The castle's looming silhouette and the wide swaths of empty land behind it, coupled with Ambrose's generous-sounding "equal land for all" policy, even had some of them singing praises to the "merciful Master Lich"—perhaps one kinder than the so-called god of light himself.

Of course, after a few days packed into the gloomy fortress with no sign of this benevolent master, the newcomers' patience was wearing thin.

Doubts festered. Would the land be real? How would they eat during the reclamation? Where were the tools, seeds, or livestock?

Left unanswered, these worries spread like a plague, infecting the whole group with growing unrest.

Isabel, realizing the tension was about to boil over, had finally worked up the courage to report it.

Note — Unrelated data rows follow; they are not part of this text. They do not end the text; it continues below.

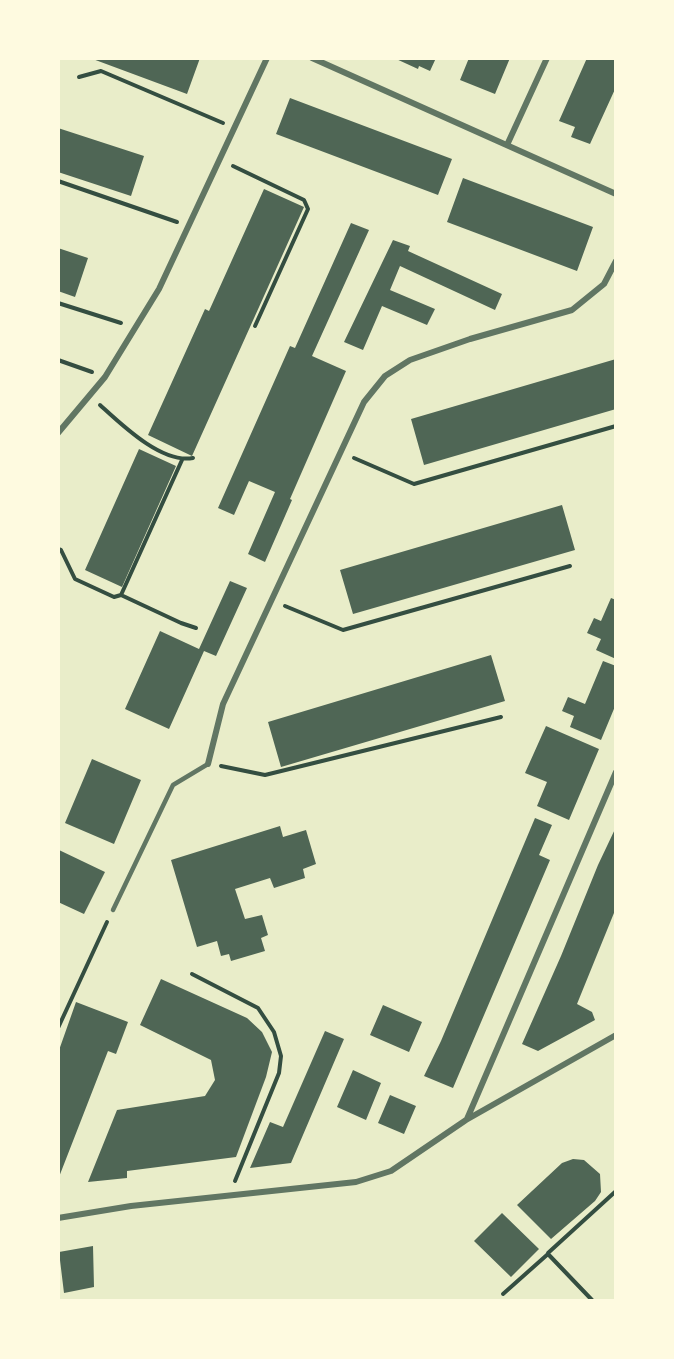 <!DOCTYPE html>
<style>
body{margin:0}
#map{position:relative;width:674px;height:1359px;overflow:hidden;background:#e9edc9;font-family:Roboto,sans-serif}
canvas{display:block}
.frame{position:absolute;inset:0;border:60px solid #fefae0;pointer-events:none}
</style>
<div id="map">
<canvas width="674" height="1359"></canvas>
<div class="frame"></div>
</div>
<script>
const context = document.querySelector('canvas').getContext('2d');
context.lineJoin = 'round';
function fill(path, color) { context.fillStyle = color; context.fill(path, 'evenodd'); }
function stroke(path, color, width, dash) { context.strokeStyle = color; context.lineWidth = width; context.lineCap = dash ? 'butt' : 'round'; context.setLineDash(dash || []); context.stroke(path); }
fill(new Path2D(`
 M90 58H200L187 94Z
 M394 58H436L430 71 419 66 418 69Z
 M469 58H510L495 94 460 80Z
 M587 58H616V87L590 144 571 137 575 127 559 121Z
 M290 98 452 159 438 195 276 134Z
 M58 128 144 156 131 196 58 172Z
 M463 178 593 227 577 271 447 222Z
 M264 189 304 207 192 456 148 435 205 309 209 311Z
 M351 223 369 230 312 356 346 371 290 499 292 500 265 562 248 554 275 492 249 481 234 515 218 508 290 346 295 348Z
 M393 240 410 246 408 251 502 294 495 310 400 266 390 290 435 309 427 325 382 306 363 350 344 342Z
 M58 248 88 258 75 297 58 291Z
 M616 359V409L424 465 411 419Z
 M139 449 176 466 122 587 85 570Z
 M562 505 575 550 353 614 340 570Z
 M230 581 247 588 216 656 204 651 169 729 125 709 160 631 199 649Z
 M611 598 616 600V659L596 650 601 639 587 633 594 618 601 621Z
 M491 655 505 701 281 767 268 722Z
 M603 661 616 666V704L601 740 570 727 574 716 562 711 568 697 585 704Z
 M546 726 599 749 569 820 537 806 547 782 525 773Z
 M92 759 141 780 114 844 65 823Z
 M535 818 552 825 539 855 550 860 453 1088 424 1076 441 1041Z
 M280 826 283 837 306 830 316 864 303 869 305 878 274 888 270 878 235 889 245 919 262 915 268 935 261 938 265 951 231 961 229 954 221 956 217 941 197 947 171 860Z
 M616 827V908L577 1004 592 1012 595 1020 538 1051 522 1044 561 956 598 865Z
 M59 850 105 872 84 914 58 902Z
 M161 979 247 1018 262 1032 272 1052 266 1077 236 1157 127 1171V1178L88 1182 117 1110 205 1096 215 1080 211 1060 140 1025Z
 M76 1002 128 1022 116 1054 108 1051 59 1177 58 1053Z
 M383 1005 422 1022 409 1052 370 1035Z
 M325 1031 344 1039 291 1163 250 1168 270 1122 283 1127Z
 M353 1070 381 1083 366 1120 337 1107Z
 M390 1095 416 1106 404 1134 378 1123Z
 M573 1159 584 1160 600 1174 601 1192 595 1201 551 1239 517 1205 562 1163Z
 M502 1213 539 1249 511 1277 474 1241Z
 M93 1246 94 1287 64 1293 59 1252Z`), '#4f6655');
stroke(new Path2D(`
 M79 77 101 71 223 123
 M233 166 304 200 308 209 255 326
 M58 181 177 222
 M58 303 121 323
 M58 360 92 372
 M100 405C122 425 162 464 193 458
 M354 458 414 484 616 426
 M58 549 61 550 75 579 114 597 121 595 181 623 196 628
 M121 595 182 460
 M285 606 343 630 570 566
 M221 766 265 775 501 717
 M192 974 258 1008 274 1032 281 1056 279 1073 235 1181
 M58 1028 107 922
 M548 1253 616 1191
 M503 1294 548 1254 592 1300`), '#344e41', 4);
stroke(new Path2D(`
 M113 910 173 785 208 764`), '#617663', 4.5);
stroke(new Path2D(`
 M312 58 616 194
 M507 145 547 58
 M58 433 105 377 159 289 267 58
 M208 764 223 704 364 402 385 376 410 360 470 339 572 310 604 284 616 261
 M467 1119 616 772
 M58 1218 131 1206 356 1182 391 1171 466 1120 616 1035`), '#617663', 6);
</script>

"Good," Ambrose said. "Since the potion's ready, we'll begin reclamation today. Make a list of all the people. Separate the adults from the children. Note any blacksmiths, carpenters, or other trades. I want every skill logged. Then divide the potions according to the land plots, but make them work together. Don't waste time arguing with anyone caught being greedy—hoarding, lying, faking a profession, or grabbing extra potions. Just throw them out."

As Ambrose dictated, Isabel frantically scribbled every word in her notebook. A proper alchemy apprentice never missed a chance to learn from her master. After all, even a passing remark might one day change her fate.

By the time she filled several pages of parchment, Isabel finally noticed just how detailed and systematic Ambrose's resettlement plan was. Was this really something liches studied?

Her impression of her undead lord began to shift. Humans described liches as vile, cruel, and corrupt, but Ambrose had shown little more than a cool, exacting demeanor. He was hardly the monster she'd imagined.

In fact, if she were being honest, he was the most learned, insightful scholar she'd ever met. Even her alchemy master couldn't hold a candle to him.

"Could it be," Isabel wondered, "that the world's been misunderstanding liches all along?"

Her gaze drifted toward Ambrose's desk, curious what kind of grand necromantic theories he was studying right now.

One glance at the open book, and her eyes went wide. The innocent young apprentice, hitherto ignorant of certain worldly matters, stared in stunned silence as if the door to an entirely new world had just been flung open before her.